What could happen that would invalidate this narrative?
  • Robust secular trends toward live news and sports consumption, evidenced by Fox's record-breaking Super Bowl and continued cable news dominance, indicate ongoing strong demand for Fox's core content, supporting resilient advertising revenue and stable affiliate fees.
  • Accelerating digital growth initiatives (Tubi's 100M+ MAUs and >30% revenue growth, FOX One launch, and LatAm streaming investments) diversify Fox's audience base, capture younger, cordless viewers, and provide new high-growth revenue streams, increasing the long-term revenue potential and net margins as digital scale improves.
  • Fox's significant pricing power and audience share in political and sports programming-demonstrated by record ad sales in the 2024 election cycle and upfront negotiations with double-digit volume and strong pricing growth-support a strong revenue outlook, even as linear TV faces broad industry headwinds.
  • Strategic operational discipline, continued share repurchases ($5B program increase), and a strong balance sheet (net cash/debt position and substantial free cash flow) demonstrate management's capacity to weather cyclical downturns and to invest in organic and inorganic growth, thereby sustaining earnings per share and shareholder returns.
  • Fox's unique position as both a broadcast and digital innovator (FOX One's DTC bundle, successful Tubi AVOD platform, and planned integration of local and national content) enables the company to adapt to secular shifts in media consumption, potentially offsetting the impact of cord-cutting and maintaining long-term revenue and operating margins.

Valuation

How have all the factors above been brought together to estimate a fair value?
  • The analysts have a consensus price target of $60.694 for Fox based on their expectations of its future earnings growth, profit margins and other risk factors. However, there is a degree of disagreement amongst analysts, with the most bullish reporting a price target of $72.0, and the most bearish reporting a price target of just $48.0.
  • In order for you to agree with the analyst's consensus, you'd need to believe that by 2028, revenues will be $16.4 billion, earnings will come to $1.9 billion, and it would be trading on a PE ratio of 16.5x, assuming you use a discount rate of 7.2%.
  • Given the current share price of $58.64, the analyst price target of $60.69 is 3.4% higher. The relatively low difference between the current share price and the analyst consensus price target indicates that they believe on average, the company is fairly priced.
  • We always encourage you to reach your own conclusions though. So sense check these analyst numbers against your own assumptions and expectations based on your understanding of the business and what you believe is probable.

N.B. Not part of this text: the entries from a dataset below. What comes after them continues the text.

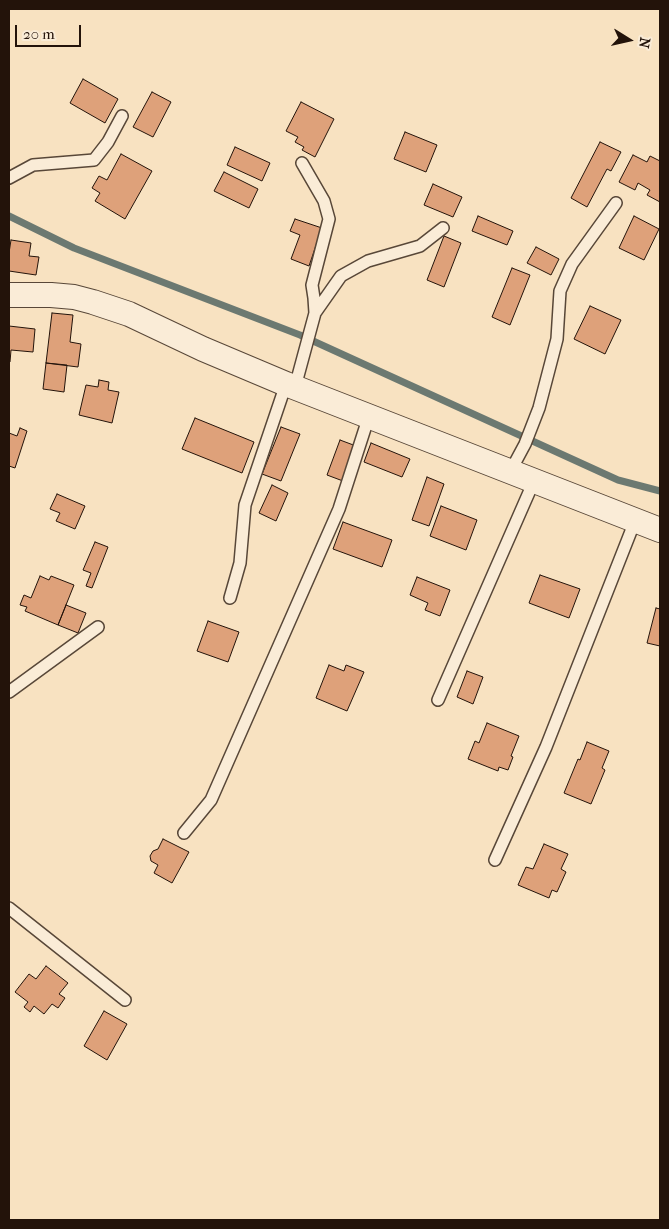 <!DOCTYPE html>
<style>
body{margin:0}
#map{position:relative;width:669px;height:1229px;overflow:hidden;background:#f8e2c1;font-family:"IM FELL French Canon",serif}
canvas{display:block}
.frame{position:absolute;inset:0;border:10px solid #23130a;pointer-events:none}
.north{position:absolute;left:604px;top:15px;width:50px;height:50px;-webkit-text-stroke:4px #faecd7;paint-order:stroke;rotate:100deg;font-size:14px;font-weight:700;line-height:20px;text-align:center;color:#23130a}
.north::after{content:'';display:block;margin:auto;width:18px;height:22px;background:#23130a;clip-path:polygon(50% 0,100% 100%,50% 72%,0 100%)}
.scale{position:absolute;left:15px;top:25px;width:66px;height:22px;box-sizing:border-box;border:2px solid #23130a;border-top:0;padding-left:6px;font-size:15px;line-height:18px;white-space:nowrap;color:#23130a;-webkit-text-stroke:4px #faecd7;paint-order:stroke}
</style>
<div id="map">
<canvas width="669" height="1229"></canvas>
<div class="frame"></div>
<div class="north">N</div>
<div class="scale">20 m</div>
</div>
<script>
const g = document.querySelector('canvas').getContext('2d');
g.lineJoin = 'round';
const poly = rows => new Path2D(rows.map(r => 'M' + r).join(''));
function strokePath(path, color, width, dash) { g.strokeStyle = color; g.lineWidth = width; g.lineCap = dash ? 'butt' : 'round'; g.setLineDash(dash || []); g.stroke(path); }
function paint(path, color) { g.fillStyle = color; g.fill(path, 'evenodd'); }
const stream = poly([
 [9,216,74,248,300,335,618,480,660,491]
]);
const building = poly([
 [83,79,118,99,105,123,70,103,83,79],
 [152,92,171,102,153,137,133,127,152,92],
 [301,102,334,119,315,157,302,150,304,147,295,142,298,137,286,131,301,102],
 [405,132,437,145,426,172,394,159,405,132],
 [600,142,621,152,611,171,607,169,587,207,571,198,600,142],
 [235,147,270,163,262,181,227,165,235,147],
 [121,154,152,171,125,219,95,201,100,193,92,188,99,176,107,180,121,154],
 [633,155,647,162,650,156,660,161,660,202,647,195,650,190,638,183,635,190,619,182,633,155],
 [224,172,258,189,249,208,214,191,224,172],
 [433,184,462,197,453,217,424,205,433,184],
 [478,216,513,231,507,245,472,231,478,216],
 [634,216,659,229,644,260,619,248,634,216],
 [295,219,322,228,309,266,291,259,300,235,290,231,295,219],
 [444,236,461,243,444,287,427,280,444,236],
 [11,240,31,243,29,256,39,257,36,275,9,271,9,253,11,240],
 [536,247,559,259,551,275,527,263,536,247],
 [512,268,530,275,510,325,492,317,512,268],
 [590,306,621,320,605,354,574,339,590,306],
 [52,313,73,315,70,342,81,344,78,367,46,363,52,313],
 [9,326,35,329,33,352,11,350,10,362,9,362,9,326],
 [46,363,67,365,64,392,43,389,46,363],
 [99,380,109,382,108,390,119,392,112,423,79,415,86,385,98,387,99,380],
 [195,418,254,442,242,473,182,449,195,418],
 [281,427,300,434,281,481,262,474,281,427],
 [20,428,27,431,15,468,9,466,9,433,17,436,20,428],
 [340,440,356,446,343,481,327,475,340,440],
 [371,443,410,459,402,477,364,462,371,443],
 [427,477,444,484,429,526,412,520,427,477],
 [272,485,288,493,276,521,259,513,272,485],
 [57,494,85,506,75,529,56,521,60,513,50,509,57,494],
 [441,506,477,520,466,550,430,536,441,506],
 [343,522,392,540,382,567,333,549,343,522],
 [95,542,108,547,92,588,86,586,91,573,83,570,95,542],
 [540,575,580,589,569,618,529,603,540,575],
 [40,576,49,580,51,576,74,585,58,625,25,611,27,607,20,605,24,595,31,598,40,576],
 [417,577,450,590,440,616,425,610,428,603,410,595,417,577],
 [66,605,86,613,78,633,58,625,66,605],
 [656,608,660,609,660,646,647,643,656,608],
 [208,621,239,632,228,662,197,651,208,621],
 [329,665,344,671,346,665,364,672,347,711,316,698,329,665],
 [467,671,483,677,473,704,457,697,467,671],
 [487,723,519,736,511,756,513,757,508,770,499,767,498,771,468,759,475,741,479,743,487,723],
 [587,742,609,751,602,768,605,770,591,804,564,793,578,759,580,760,587,742],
 [163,839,189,852,172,883,154,873,158,865,151,861,150,856,153,851,158,849,163,839],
 [544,844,568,854,561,869,566,872,557,892,552,890,549,898,518,885,526,867,533,869,544,844],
 [46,966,68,983,59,994,65,998,58,1008,52,1004,44,1014,34,1006,30,1012,24,1007,28,1002,15,992,29,974,36,979,46,966],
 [104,1011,127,1024,107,1060,84,1046,104,1011]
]);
const service = poly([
 [302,163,324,201,329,219,312,285,314,298,315,313],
 [9,178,33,165,94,160,108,142,122,116],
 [295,387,315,313,341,276,368,261,420,246,443,228],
 [510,472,525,444,539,408,557,339,560,291,572,264,616,203],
 [230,598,240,563,245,505,286,384],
 [9,692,98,627],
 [438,700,534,481],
 [184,833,211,800,339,509,369,416],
 [495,860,546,747,635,521],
 [9,908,125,1000]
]);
const minor = poly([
 [9,295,51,295,74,297,93,302,129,314,203,349,286,384,660,530]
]);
strokePath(stream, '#6c7971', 7);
paint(building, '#dea17a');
strokePath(building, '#23130a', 1);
strokePath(service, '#584738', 14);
strokePath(minor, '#584738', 26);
strokePath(service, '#faecd7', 11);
strokePath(minor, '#faecd7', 24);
</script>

How well do narratives help inform your perspective?

Disclaimer

AnalystConsensusTarget is a tool utilizing a Large Language Model (LLM) that ingests data on consensus price targets, forecasted revenue and earnings figures, as well as the transcripts of earnings calls to produce qualitative analysis. The narratives produced by AnalystConsensusTarget are general in nature and are based solely on analyst data and publicly-available material published by the respective companies. These scenarios are not indicative of the company's future performance and are exploratory in nature. Simply Wall St has no position in the company(s) mentioned. Simply Wall St may provide the securities issuer or related entities with website advertising services for a fee, on an arm's length basis. These relationships have no impact on the way we conduct our business, the content we host, or how our content is served to users. The price targets and estimates used are consensus data, and do not constitute a recommendation to buy or sell any stock, and they do not take account of your objectives, or your financial situation. Note that AnalystConsensusTarget's analysis may not factor in the latest price-sensitive company announcements or qualitative material.